The Toronto Blue Jays had a simple strategy headed into the first round of Major League Baseball's first-year amateur draft.
Take the best players available.
Mariners draft Canada’s Gareth Morgan
Michael Saunders is the Seattle Mariners’ Canadian outfielder of the present. Gareth Morgan might be the future.
The Mariners, with the 74th overall selection, made the 18-year-old Morgan the first Canadian selected at this year’s annual draft of collegians and high schoolers on Thursday night.
A student at Blyth Academy in Toronto, Morgan is the highest Canadian high school player taken in the draft since 2010 when the Texas Rangers chose catcher Kellin Deglan (Langley, B.C.) 22nd overall.
"I'm honoured that the Mariners selected me and it's also very special to be the first Canadian to be taken in the draft," said Morgan from his home in Toronto where he was following the draft with his family. "I have worked very hard throughout my career for this moment and I'm excited for what the future holds.”
Morgan is a four-year member of Baseball Canada’s junior national team and has competed in such tournaments as the 2011 under-18 World Cup qualifier in Colombia, 2012 under-18 World Cup in Korea and 2013 under-18 World Cup in Taiwan.
In 2011, a 15-year-old Morgan was the youngest player to participate in the prestigious Under Armour all-American game at Wrigley Field in Chicago. And last August, he was the first Canadian to play in the Perfect Game all-American contest at Petco Park in San Diego, Calif.
Morgan, who flew west to work out for the Mariners on Tuesday, has signed a letter of intent to play for the North Carolina State Wolfpack in Raleigh, N.C.
— Doug Harrison, CBCSports.ca
Toronto selected right-handed pitcher Jeff Hoffman ninth overall and catcher Max Pentecost 11th overall on Thursday, making the most of the Blue Jays' two high draft picks.

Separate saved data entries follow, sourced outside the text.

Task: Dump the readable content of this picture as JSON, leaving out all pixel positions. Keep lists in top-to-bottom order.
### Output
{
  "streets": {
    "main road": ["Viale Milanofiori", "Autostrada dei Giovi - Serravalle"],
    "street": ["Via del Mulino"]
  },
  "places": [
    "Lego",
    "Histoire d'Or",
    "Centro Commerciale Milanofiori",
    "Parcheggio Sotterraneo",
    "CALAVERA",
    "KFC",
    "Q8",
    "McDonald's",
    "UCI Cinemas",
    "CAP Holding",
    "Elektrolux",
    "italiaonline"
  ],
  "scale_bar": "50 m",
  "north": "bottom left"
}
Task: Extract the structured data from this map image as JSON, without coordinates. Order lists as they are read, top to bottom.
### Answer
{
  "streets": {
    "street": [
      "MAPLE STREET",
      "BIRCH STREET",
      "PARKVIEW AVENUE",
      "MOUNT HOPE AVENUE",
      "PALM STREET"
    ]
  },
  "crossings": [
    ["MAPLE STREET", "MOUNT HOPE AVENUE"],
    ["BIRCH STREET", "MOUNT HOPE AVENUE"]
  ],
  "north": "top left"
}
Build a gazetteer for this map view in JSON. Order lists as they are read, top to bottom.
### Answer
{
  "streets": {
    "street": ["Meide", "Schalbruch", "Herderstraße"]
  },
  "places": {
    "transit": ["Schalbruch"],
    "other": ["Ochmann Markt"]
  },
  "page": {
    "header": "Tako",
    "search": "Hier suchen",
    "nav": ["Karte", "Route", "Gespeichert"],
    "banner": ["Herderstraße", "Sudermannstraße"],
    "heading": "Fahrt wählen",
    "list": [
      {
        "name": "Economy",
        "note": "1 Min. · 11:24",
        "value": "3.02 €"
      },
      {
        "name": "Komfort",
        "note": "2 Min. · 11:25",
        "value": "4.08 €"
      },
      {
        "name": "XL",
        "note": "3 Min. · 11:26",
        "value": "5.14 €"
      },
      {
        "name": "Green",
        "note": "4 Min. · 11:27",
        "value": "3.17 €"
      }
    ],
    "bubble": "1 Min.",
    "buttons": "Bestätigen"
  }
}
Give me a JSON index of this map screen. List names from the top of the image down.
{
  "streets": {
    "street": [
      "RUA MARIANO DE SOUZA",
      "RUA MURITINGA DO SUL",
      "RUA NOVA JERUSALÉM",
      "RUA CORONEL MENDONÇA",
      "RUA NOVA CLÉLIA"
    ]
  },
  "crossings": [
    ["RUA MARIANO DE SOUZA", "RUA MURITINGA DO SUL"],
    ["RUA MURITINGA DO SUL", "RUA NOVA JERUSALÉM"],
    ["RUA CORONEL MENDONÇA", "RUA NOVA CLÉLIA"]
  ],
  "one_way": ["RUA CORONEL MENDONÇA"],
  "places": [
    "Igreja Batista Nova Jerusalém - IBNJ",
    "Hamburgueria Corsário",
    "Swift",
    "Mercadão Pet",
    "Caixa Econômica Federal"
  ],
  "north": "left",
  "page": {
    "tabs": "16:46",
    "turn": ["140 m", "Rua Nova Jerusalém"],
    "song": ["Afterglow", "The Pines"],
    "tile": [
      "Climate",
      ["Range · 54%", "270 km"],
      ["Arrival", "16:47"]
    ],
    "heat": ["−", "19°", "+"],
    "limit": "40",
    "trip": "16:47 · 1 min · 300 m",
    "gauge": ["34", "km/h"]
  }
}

"When you're picking this high you just have to take the best talent," said Blue Jays scouting director Brian Parker. "I think we're comfortable with where we are and what we're going to do going forward.
"These two picks, we lined up our board and we took the best two players."
Toronto also took right-handed pitcher Sean Reid-Foley 49th overall.
The 21-year-old Hoffman was undrafted out of high school and earned a 3.26 earned-run average over three seasons with East Carolina University. He had 211 strikeouts in 251 innings pitched.
Surgery hurt value
Hoffman was touted as a top-five pick in the draft, but his value dropped after he had Tommy John surgery on May 14.
"We've done a lot of research since his surgery, really poured over the medicals and poured over everything with him and everything we could get our hands on," said Parker. "We've done a lot of background work and we're comfortable with where everything stands with him.
"We just felt the talent was too big to walk away from. This guy was going to go top three, top four picks prior to his injury. We just felt that even with the Tommy John this was a good gamble for us."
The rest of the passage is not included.